Baseline characteristics in subjects according to presence of erectile dysfunction.
| Variable* | Erectile dysfunction (n = 597) | No erectile dysfunction (n = 918) | P- value† |
|---|---|---|---|
| Age (y) | 38 (31, 46) | 34 (28, 40) | <0.001 |
| IIEF-5 | 17 (14, 19) | 23 (22, 24) | <0.001 |
| SBP (mm Hg) | 120 (110, 130) | 118 (110, 126) | 0.004 |
| DBP (mm Hg) | 80 (70, 84) | 78 (70, 80) | 0.024 |
| BMI (kg/m2) | 23.45 (20.98, 25.73) | 23.03 (20.79, 25.27) | 0.098 |
| FBG (mmol/L) | 5.47 ± 1.41 | 5.31 ± 1.21 | <0.001 |
| TG (mmol/L) | 1.18 (0.80, 1.90) | 1.17 (0.78, 1.74) | 0.292 |
| HDL-C (mmol/L) | 1.35 (1.17, 1.57) | 1.35 (1.18, 1.58) | 0.945 |
| LDL-C (mmol/L) | 3.0 (2.52, 3.52) | 2.88 (2.41, 3.40) | 0.004 |
| TC (mmol/L) | 5.74 (5.06, 6.49) | 5.53 (4.94, 6.19) | <0.001 |
| TT (ng/ml) | 6.07 ± 1.96 | 6.29 ± 1.90 | 0.030 |
| hs-CRP (mg/L) | 0.66 (0.31, 1.53) | 0.48 (0.21, 1.03) | <0.001 |
| Smoking status, n (%) | |||
| Never | 251 (42.1) | 428 (46.6) | 0.08 |
| Former | 27 (4.5) | 30 (3.3) | 0.21 |
| Current | 319 (53.4) | 460 (50.1) | 0.206 |
| Alcohol consumption, (%) | 508 (85.1) | 782 (85.2) | 0.96 |
| Physical activity, (%) | 209 (35.0) | 346 (37.7) | 0.29 |
*Median (interquartile range) or percentage.
†Differences between means were compared using unpaired Student’s t test or Mann-Whitney U test; Categorical variables were compared by χ2 test.
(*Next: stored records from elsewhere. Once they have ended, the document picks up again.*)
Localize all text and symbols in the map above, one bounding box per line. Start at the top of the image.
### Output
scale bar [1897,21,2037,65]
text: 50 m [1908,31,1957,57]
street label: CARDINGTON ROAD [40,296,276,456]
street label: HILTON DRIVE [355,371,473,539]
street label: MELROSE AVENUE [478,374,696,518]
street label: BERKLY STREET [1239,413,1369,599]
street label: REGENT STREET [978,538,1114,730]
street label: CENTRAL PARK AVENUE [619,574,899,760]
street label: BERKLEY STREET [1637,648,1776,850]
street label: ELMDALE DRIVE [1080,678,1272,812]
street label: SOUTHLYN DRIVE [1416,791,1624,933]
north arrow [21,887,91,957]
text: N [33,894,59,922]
Abbreviations: SBP, systolic blood pressure; DBP, diastolic blood pressure; BMI, Body mass index;WC, waist circumference; FBG; fasting blood glucose; TG, triglyceride; TC, total cholesterol;HDL-C, high-density lipoprotein cholesterol; LDL-C, low-density lipoprotein cholesterol; TT, total testosterone; hs-CRP, High-sensitivity C-reactive protein.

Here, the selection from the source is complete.